COMPAT: prepare for pandas 3.0 string dtype (#493)

jorisvandenbossche · web-flow · commit e5ac209c1f40 · 2025-04-30T08:37:20.000+02:00
diff --git a/.github/workflows/tests-conda.yml b/.github/workflows/tests-conda.yml
@@ -44,6 +44,7 @@ jobs:
           - os: "ubuntu-latest"
             python: "3.11"
             env: "nightly-deps"
+            pandas_future_infer_string: "1"
 
     steps:
       - name: Checkout repo
@@ -68,5 +69,7 @@ jobs:
         run: pip install -e .
 
       - name: Test
+        env:
+          PANDAS_FUTURE_INFER_STRING: ${{ matrix.pandas_future_infer_string || '0' }}
         run: |
           pytest -v --color=yes -r s pyogrio/tests
diff --git a/CHANGES.md b/CHANGES.md
@@ -7,6 +7,7 @@
 -   Capture all errors logged by gdal when opening a file fails (#495).
 -   Add support to read and write ".gpkg.zip" (GDAL >= 3.7), ".shp.zip", and ".shz"
     files (#527).
+-   Compatibility with the string dtype in the upcoming pandas 3.0 release (#493).
 
 ### Bug fixes
 
diff --git a/pyogrio/_compat.py b/pyogrio/_compat.py
@@ -33,16 +33,21 @@
 HAS_ARROW_WRITE_API = __gdal_version__ >= (3, 8, 0)
 HAS_PYARROW = pyarrow is not None
 HAS_PYPROJ = pyproj is not None
+PYARROW_GE_19 = pyarrow is not None and Version(pyarrow.__version__) >= Version(
+    "19.0.0"
+)
 
 HAS_GEOPANDAS = geopandas is not None
 
 PANDAS_GE_15 = pandas is not None and Version(pandas.__version__) >= Version("1.5.0")
 PANDAS_GE_20 = pandas is not None and Version(pandas.__version__) >= Version("2.0.0")
 PANDAS_GE_22 = pandas is not None and Version(pandas.__version__) >= Version("2.2.0")
+PANDAS_GE_30 = pandas is not None and Version(pandas.__version__) >= Version("3.0.0dev")
 
 GDAL_GE_352 = __gdal_version__ >= (3, 5, 2)

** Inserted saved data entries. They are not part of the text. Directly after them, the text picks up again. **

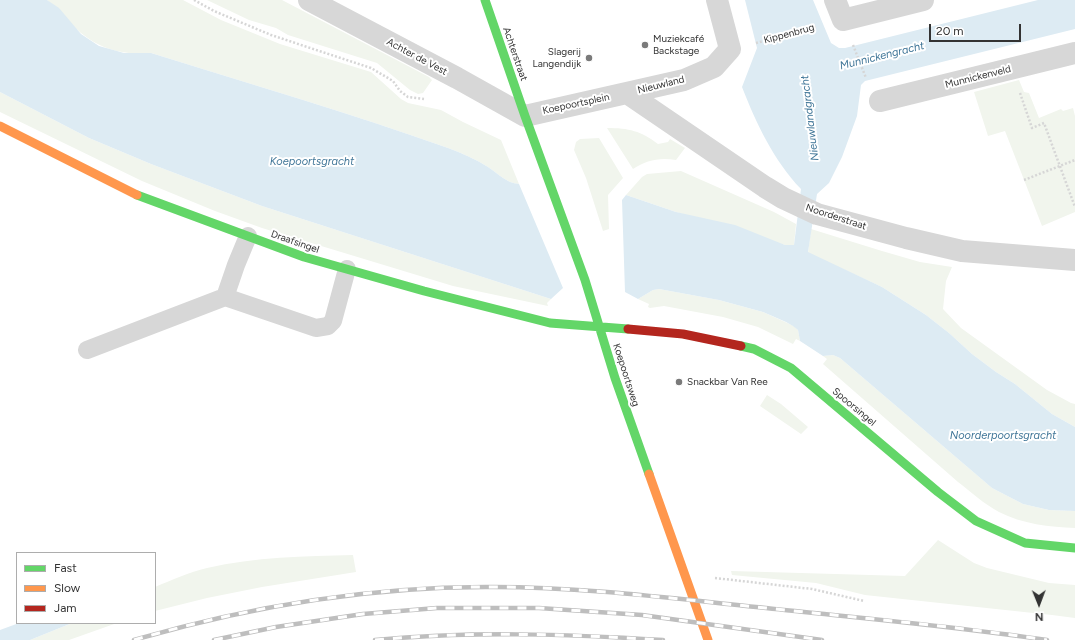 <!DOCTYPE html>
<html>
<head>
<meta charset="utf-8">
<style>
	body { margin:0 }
	#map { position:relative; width:1075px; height:640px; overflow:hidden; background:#fff; font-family:Figtree,sans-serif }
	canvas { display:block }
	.legend { position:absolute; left:16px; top:552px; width:140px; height:72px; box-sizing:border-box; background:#fff; border:1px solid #adadad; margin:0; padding:5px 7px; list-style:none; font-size:12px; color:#333 }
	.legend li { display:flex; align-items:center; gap:8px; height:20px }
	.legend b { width:20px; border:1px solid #adadad }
	.north { position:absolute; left:1019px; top:584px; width:40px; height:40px; -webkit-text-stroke:3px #fff; paint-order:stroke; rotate:179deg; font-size:11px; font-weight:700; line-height:16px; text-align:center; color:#333 }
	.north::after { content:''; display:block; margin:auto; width:14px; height:18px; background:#333; clip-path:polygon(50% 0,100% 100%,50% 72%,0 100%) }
	.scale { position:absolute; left:929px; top:24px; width:92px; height:18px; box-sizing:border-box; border:2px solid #333; border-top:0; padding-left:5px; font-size:12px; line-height:14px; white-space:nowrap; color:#333; -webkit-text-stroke:3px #fff; paint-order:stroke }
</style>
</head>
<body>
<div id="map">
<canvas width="1075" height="640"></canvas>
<ul class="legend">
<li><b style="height:5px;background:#63d668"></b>Fast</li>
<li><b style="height:5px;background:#ff974d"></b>Slow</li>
<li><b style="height:5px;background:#b3261e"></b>Jam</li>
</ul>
<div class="north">N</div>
<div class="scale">20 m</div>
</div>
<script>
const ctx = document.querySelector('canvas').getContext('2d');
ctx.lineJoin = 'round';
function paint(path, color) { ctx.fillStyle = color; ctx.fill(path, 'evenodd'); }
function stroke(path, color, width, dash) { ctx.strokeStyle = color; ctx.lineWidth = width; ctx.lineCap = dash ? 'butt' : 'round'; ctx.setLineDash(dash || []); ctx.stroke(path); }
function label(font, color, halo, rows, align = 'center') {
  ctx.font = font + ' Figtree,sans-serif'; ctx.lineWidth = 4; ctx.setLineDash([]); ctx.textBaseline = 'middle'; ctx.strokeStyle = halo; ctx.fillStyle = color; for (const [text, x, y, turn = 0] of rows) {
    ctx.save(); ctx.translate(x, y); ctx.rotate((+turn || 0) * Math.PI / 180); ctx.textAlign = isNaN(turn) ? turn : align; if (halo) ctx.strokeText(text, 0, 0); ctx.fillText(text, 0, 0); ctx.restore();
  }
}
paint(new Path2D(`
	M47 0H183L221 20 280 44 371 72 401 99 408 103 441 110 463 122 501 140 519 184C506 183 499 174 488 167 475 159 462 153 448 148 350 113 250 84 151 53 141 53 131 54 122 52 87 46 71 23 47 0Z
	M207 0H282L429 77 432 80 423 93 418 94 410 90 377 63 288 35 276 28 249 20Z
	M1019 80 1024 92 1029 93 1039 118 1061 109 1063 111 1073 108 1075 116V212L1042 226 1005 131 988 136 974 92Z
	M0 92 89 138 151 164 262 206 551 299 547 303 548 306 453 286 262 228 215 211 142 181 0 112Z
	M607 128C629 128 641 131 658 144L668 142 670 139 685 148 676 160C660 157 646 160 633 169Z
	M599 138 623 178 608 195 609 229 603 231 586 178 574 150 576 142 580 139Z
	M681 171 774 212 796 224 794 245H785L676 212 626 195 642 177 647 174Z
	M811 229 882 251 920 262 952 267 946 281 943 309 961 328 1047 390 1071 403 1075 404V427L1052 414 1015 384 996 372 972 354 949 333 926 315 882 287 808 253Z
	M659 289 719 300 763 312 794 326 798 330 800 341 796 339 793 344 758 327 723 317 664 306 650 308 648 307 649 304 638 299 653 290Z
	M833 355 840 358 992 488 1023 504 1049 510 1075 511V528C1050 527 1022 524 999 512 984 504 971 492 958 482L823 364 827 359 823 356Z
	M767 395 781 404 808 427 801 434 760 406Z
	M938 540 974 563 987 568 1049 583 1075 585V618L1052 615 865 595 816 583 732 575 731 571 905 576Z
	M353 555 356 572 262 587 207 598 155 611V587C172 580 189 572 207 568 255 557 305 556 353 555Z
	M72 623H117L69 640H30Z`), '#f1f5ed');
paint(new Path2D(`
	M0 0H47L59 8 81 34 99 46 124 53H151C250 84 350 113 448 148 462 153 475 159 488 167 499 174 506 183 519 184L563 288 551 299 262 206 151 164 89 138 0 92Z
	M745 0H813L831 43 839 48H845L1038 0H1075V29L865 81 861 85 857 116 842 157 829 183 817 194 808 252 882 287 926 315 949 333 972 354 996 372 1015 384 1052 414 1075 427V511L1049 510 1023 504 992 488 840 358 833 355 823 356 800 341 798 330 793 326 786 322 763 312 719 300 659 289 653 290 638 299 625 292 622 200 626 195 676 212 735 225 785 245H794L801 189C774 161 756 123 742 87L757 48Z
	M19 623H72L30 640H0V630Z`), '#ddebf3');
stroke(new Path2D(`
	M194 0 214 11 271 35 371 68 393 81 400 91 408 97 424 99
	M756 43 816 27
	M853 45 866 78
	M1020 93 1032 128 1044 123 1075 207
	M1024 180 1075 160
	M715 578 812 589 864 601`), '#d6d6d6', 2.5, [2, 2]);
stroke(new Path2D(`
	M225 297 236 265 248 236
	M87 350 225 297 316 328 328 326 333 321 347 269`), '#d7d7d7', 18);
stroke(new Path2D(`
	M309 0 457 78 525 116 684 80 714 67 730 49 717 0
	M835 0 843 20 923 0
	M627 93 765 187 783 198 817 214 906 238 962 251 1075 260
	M880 101 1075 53`), '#d7d7d7', 22);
stroke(new Path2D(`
	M485 0 525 116 585 280 615 378 649 474
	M137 195 304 257 424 291 550 323 628 329
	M741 346 754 349 791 368 938 492 976 521 1025 543 1075 548`), '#63d668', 9);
stroke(new Path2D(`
	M0 126 137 195
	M649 474 708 640`), '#ff974d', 9);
stroke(new Path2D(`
	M628 329 683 334 741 346`), '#b3261e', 9);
const rail = new Path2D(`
	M134 640C251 606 372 586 494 587 585 587 676 599 766 608 860 618 954 626 1047 640
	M214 640 276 627 363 614 437 608H539L642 615 822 640
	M375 640C470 631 567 634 663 640`);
stroke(rail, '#bebebe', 4.5);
stroke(rail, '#fff', 3, [9]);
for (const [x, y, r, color] of [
	[645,45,4,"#7a7a7a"],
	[589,58,4,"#7a7a7a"],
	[679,382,4,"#7a7a7a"]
]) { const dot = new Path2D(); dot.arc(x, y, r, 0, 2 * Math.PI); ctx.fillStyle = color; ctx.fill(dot); stroke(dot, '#fff', 1.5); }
label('10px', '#333', '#fff', [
	["Kippenbrug",789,34,-15],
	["Achterstraat",515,54,71],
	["Achter de Vest",417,57,28],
	["Munnickenveld",978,77,-14],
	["Nieuwland",661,85,-14],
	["Koepoortsplein",576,104,-12],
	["Noorderstraat",836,217,18],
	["Draafsingel",295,242,19],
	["Koepoortsweg",626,375,72],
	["Spoorsingel",854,407,40]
]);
label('10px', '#333', '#fff', [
	["Muziekcafé",653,39],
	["Backstage",653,51],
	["Slagerij",581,52,"right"],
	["Langendijk",581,64,"right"],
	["Snackbar Van Ree",687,382]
], 'left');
label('italic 11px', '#3f7597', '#fff', [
	["Munnickengracht",882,56,-14],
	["Nieuwlandgracht",810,118,-97],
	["Koepoortsgracht",312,162],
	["Noorderpoortsgracht",1003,436]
]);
</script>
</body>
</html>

 GDAL_GE_37 = __gdal_version__ >= (3, 7, 0)
 GDAL_GE_38 = __gdal_version__ >= (3, 8, 0)
+GDAL_GE_311 = __gdal_version__ >= (3, 11, 0)
 
 HAS_GDAL_GEOS = __gdal_geos_version__ is not None
 
diff --git a/pyogrio/geopandas.py b/pyogrio/geopandas.py
@@ -5,7 +5,14 @@
 
 import numpy as np
 
-from pyogrio._compat import HAS_GEOPANDAS, PANDAS_GE_15, PANDAS_GE_20, PANDAS_GE_22
+from pyogrio._compat import (
+    HAS_GEOPANDAS,
+    PANDAS_GE_15,
+    PANDAS_GE_20,
+    PANDAS_GE_22,
+    PANDAS_GE_30,
+    PYARROW_GE_19,
+)
 from pyogrio.errors import DataSourceError
 from pyogrio.raw import (
     DRIVERS_NO_MIXED_DIMENSIONS,
@@ -52,13 +59,13 @@ def _try_parse_datetime(ser):
         except Exception:
             res = ser
     # if object dtype, try parse as utc instead
-    if res.dtype == "object":
+    if res.dtype in ("object", "string"):
         try:
             res = pd.to_datetime(ser, utc=True, **datetime_kwargs)
         except Exception:
             pass
 
-    if res.dtype != "object":
+    if res.dtype.kind == "M":  # any datetime64
         # GDAL only supports ms precision, convert outputs to match.
         # Pandas 2.0 supports datetime[ms] directly, prior versions only support [ns],
         # Instead, round the values to [ms] precision.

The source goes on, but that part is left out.